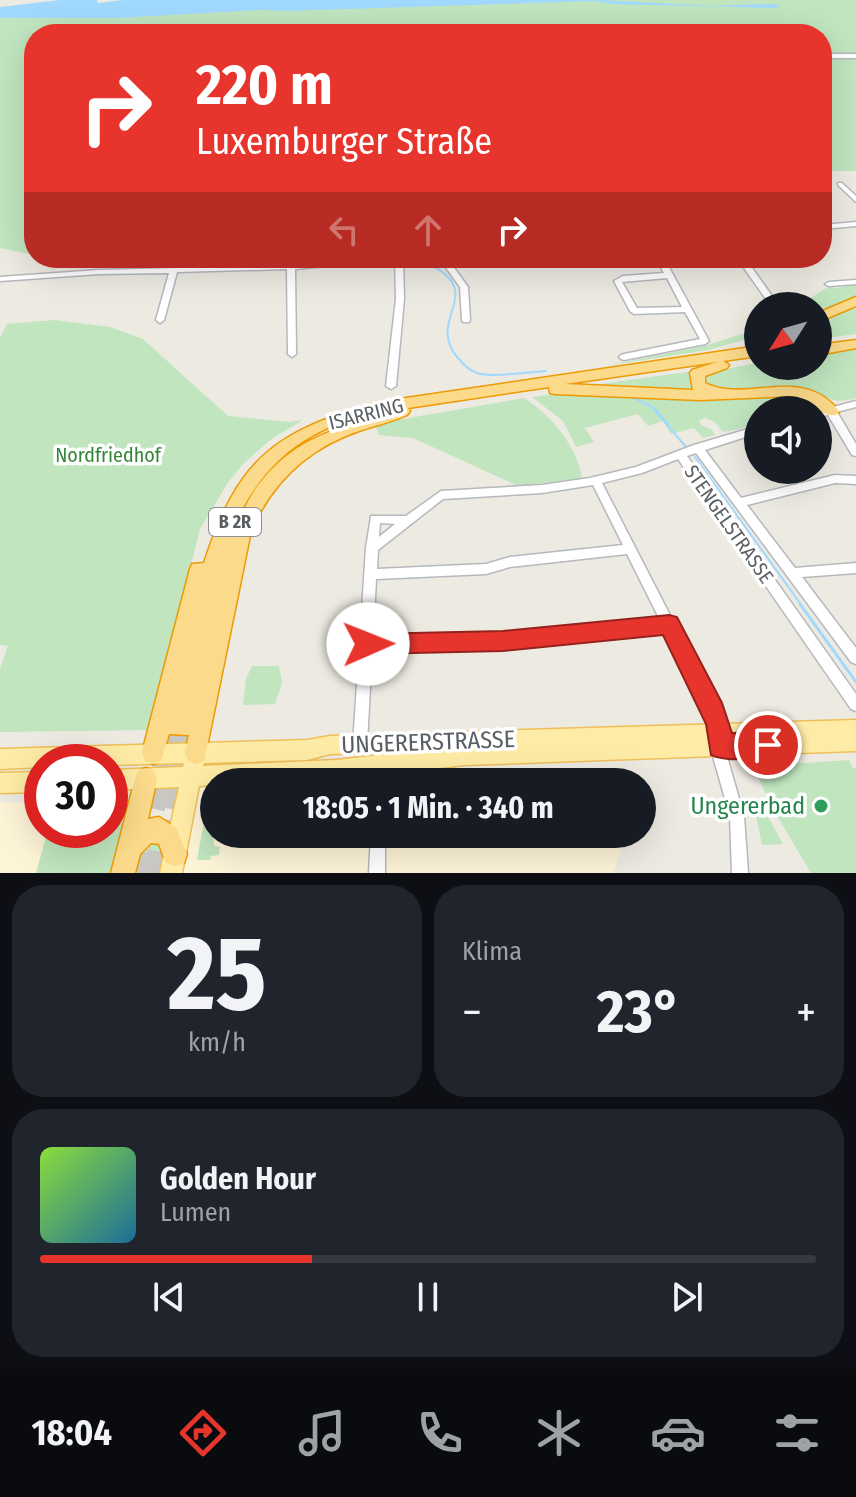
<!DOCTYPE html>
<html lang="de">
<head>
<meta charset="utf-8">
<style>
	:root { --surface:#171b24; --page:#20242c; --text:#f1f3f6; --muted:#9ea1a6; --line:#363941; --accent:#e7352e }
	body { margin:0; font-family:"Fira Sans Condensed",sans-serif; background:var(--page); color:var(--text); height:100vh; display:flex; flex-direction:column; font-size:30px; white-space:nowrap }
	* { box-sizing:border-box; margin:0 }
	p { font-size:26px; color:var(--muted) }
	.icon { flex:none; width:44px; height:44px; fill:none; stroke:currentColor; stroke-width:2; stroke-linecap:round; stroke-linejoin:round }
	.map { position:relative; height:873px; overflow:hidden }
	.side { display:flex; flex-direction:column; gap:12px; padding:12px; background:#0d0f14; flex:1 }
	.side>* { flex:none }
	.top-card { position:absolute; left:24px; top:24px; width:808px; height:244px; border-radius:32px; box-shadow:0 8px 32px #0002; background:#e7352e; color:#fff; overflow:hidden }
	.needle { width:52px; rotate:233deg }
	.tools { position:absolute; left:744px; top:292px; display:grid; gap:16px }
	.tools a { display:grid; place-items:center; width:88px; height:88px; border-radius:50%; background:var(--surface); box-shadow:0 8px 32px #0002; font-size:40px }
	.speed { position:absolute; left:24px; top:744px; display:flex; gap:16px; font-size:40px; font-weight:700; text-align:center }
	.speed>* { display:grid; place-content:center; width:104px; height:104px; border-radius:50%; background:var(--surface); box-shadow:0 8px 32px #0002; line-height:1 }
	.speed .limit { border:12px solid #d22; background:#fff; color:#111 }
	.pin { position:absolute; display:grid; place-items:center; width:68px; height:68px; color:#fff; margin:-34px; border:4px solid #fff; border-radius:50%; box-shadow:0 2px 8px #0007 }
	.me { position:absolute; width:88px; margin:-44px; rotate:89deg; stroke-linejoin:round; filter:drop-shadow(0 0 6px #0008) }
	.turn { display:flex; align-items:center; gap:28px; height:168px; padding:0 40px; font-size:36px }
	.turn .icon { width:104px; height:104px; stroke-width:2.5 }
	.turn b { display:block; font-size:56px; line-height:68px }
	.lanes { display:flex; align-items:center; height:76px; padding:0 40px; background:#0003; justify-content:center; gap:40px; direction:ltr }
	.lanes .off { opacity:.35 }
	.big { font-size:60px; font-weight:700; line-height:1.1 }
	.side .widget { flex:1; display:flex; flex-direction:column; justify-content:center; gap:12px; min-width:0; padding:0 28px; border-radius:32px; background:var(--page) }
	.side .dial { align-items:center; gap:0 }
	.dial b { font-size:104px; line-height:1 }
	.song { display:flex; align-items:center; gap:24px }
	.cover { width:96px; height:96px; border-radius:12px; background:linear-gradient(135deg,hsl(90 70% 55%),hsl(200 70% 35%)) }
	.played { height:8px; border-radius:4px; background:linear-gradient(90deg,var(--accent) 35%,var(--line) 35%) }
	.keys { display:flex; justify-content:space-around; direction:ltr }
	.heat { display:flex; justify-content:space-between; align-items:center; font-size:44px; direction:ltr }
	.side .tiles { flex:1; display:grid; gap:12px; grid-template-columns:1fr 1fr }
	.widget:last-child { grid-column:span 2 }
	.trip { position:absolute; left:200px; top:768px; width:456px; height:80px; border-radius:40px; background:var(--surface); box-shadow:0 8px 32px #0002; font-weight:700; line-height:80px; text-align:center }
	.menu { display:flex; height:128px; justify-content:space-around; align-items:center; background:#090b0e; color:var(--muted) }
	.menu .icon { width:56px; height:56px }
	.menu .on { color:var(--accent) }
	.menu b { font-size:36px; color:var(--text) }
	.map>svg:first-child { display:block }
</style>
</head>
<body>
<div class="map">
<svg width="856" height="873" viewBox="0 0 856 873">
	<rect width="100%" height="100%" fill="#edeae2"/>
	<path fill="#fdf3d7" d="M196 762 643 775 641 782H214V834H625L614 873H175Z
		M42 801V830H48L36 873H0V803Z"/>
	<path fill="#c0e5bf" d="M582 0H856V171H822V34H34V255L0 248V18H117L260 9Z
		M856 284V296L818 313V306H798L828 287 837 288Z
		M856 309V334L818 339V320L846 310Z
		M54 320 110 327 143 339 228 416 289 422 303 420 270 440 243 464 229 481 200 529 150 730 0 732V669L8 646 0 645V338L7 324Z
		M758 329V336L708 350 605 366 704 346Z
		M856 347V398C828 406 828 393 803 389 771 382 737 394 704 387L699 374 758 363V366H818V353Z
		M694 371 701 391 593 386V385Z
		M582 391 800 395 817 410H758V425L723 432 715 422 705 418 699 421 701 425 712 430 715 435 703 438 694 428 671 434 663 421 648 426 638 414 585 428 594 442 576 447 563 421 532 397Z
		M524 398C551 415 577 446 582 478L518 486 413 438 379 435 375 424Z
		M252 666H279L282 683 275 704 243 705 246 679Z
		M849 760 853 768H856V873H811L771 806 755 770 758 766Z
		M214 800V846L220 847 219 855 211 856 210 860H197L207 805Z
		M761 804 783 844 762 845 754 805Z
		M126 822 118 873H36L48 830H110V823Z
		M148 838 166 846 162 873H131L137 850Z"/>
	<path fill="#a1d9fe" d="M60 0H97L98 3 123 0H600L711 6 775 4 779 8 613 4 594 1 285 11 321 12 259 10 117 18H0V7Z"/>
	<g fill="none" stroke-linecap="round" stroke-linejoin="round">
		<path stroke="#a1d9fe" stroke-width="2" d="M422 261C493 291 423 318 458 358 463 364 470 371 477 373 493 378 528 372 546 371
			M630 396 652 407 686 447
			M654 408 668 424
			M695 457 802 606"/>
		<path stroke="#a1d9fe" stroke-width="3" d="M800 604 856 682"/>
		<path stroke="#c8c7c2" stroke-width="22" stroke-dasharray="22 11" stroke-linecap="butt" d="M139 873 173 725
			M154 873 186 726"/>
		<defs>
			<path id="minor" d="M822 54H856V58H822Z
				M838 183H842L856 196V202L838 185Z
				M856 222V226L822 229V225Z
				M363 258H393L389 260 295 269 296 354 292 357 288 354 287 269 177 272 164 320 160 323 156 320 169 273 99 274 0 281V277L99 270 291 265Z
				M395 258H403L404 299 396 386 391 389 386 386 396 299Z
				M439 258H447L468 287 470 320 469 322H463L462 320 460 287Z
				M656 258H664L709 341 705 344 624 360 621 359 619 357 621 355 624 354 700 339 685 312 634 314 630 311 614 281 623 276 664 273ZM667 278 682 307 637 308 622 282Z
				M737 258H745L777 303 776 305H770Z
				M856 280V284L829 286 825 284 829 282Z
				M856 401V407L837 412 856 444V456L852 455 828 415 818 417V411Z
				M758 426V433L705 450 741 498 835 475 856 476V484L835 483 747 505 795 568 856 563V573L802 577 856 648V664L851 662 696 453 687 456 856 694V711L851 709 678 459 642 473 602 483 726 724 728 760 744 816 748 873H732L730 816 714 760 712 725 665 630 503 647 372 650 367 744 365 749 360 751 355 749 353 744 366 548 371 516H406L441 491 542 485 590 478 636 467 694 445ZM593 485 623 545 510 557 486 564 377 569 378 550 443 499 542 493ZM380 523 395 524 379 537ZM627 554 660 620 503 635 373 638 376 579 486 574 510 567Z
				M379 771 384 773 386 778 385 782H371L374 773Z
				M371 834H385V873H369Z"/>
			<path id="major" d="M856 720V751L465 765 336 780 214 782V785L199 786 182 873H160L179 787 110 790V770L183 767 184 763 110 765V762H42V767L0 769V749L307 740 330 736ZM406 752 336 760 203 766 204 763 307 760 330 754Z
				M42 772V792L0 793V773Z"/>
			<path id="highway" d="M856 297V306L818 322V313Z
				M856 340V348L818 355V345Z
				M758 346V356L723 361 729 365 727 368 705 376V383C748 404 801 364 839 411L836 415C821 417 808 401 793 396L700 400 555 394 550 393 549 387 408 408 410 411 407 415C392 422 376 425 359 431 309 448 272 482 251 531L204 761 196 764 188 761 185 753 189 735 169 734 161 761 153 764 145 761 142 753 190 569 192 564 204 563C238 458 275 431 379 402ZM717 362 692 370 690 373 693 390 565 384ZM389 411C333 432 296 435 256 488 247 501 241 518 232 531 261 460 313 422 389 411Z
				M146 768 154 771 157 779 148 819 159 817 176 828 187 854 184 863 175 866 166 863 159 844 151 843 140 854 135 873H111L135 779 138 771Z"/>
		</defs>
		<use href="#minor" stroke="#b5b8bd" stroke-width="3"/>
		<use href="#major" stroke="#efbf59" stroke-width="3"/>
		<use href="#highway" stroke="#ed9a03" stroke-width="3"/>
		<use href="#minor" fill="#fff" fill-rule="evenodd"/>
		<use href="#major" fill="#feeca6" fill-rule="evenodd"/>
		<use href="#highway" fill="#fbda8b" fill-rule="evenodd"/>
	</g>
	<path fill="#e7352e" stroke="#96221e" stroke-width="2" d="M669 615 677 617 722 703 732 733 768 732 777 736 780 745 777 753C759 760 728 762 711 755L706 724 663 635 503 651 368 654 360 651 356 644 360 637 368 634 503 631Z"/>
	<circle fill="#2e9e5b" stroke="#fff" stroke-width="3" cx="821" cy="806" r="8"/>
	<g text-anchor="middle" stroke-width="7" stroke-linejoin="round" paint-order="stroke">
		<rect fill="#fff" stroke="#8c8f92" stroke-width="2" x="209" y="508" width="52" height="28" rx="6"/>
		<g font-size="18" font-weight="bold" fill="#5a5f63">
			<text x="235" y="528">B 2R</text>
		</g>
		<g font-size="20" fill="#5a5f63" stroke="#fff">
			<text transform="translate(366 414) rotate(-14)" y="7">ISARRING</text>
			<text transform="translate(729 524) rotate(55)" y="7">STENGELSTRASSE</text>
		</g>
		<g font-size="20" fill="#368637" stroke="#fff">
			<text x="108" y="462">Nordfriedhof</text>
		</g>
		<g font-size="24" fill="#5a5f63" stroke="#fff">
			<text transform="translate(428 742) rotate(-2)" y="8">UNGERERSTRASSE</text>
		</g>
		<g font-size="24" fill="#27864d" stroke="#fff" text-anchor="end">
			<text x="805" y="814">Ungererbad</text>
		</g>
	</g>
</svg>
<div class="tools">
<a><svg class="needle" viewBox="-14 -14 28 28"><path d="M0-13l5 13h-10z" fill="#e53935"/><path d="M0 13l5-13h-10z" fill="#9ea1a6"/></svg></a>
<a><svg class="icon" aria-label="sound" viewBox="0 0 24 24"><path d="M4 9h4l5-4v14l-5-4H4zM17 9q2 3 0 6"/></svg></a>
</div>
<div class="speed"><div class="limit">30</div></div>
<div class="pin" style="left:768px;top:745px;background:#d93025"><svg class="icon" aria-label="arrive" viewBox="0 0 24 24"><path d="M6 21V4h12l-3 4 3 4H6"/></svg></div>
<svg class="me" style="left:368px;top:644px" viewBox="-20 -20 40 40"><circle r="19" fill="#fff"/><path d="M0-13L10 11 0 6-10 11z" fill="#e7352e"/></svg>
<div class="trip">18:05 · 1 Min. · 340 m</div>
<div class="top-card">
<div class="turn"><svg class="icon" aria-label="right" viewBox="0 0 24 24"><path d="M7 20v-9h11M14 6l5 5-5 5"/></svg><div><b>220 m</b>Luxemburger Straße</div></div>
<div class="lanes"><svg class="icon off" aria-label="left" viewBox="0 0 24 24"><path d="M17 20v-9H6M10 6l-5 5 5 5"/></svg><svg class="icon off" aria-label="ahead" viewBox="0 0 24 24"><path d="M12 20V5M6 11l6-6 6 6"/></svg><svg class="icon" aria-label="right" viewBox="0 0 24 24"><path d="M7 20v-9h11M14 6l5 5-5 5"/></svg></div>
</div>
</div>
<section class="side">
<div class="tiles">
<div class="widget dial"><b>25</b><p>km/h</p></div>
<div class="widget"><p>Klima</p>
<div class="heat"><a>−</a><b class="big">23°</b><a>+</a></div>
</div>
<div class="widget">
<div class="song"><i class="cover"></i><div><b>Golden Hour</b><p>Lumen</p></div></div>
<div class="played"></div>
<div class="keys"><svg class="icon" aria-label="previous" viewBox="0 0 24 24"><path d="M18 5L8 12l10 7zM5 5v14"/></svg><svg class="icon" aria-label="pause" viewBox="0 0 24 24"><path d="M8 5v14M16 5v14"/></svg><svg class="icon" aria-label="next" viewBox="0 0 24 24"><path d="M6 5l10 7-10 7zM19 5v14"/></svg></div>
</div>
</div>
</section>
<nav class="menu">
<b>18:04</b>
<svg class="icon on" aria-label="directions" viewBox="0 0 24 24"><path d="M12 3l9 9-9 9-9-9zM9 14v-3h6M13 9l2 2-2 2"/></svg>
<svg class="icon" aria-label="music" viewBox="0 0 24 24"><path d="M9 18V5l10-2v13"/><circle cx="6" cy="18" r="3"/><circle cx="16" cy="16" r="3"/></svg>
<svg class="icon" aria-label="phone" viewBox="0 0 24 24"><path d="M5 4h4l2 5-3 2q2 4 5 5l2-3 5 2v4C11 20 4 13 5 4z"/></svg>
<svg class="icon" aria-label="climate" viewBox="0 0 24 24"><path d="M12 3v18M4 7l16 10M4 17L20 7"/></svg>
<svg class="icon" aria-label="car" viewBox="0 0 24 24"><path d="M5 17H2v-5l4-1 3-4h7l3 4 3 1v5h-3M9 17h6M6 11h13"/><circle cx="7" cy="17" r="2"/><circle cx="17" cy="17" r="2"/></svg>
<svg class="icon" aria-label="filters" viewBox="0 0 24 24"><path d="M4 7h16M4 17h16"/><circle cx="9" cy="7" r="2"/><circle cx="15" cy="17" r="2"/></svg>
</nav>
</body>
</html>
━━━━
*What to do:* There is a run of lines above from the one with "M761 804 783 844 762 845 754 805Z" to the one with "M654 408 668 424"; print exactly that run, both ends included, and nothing else.

*Task solution:*
		M761 804 783 844 762 845 754 805Z
		M126 822 118 873H36L48 830H110V823Z
		M148 838 166 846 162 873H131L137 850Z"/>
	<path fill="#a1d9fe" d="M60 0H97L98 3 123 0H600L711 6 775 4 779 8 613 4 594 1 285 11 321 12 259 10 117 18H0V7Z"/>
	<g fill="none" stroke-linecap="round" stroke-linejoin="round">
		<path stroke="#a1d9fe" stroke-width="2" d="M422 261C493 291 423 318 458 358 463 364 470 371 477 373 493 378 528 372 546 371
			M630 396 652 407 686 447
			M654 408 668 424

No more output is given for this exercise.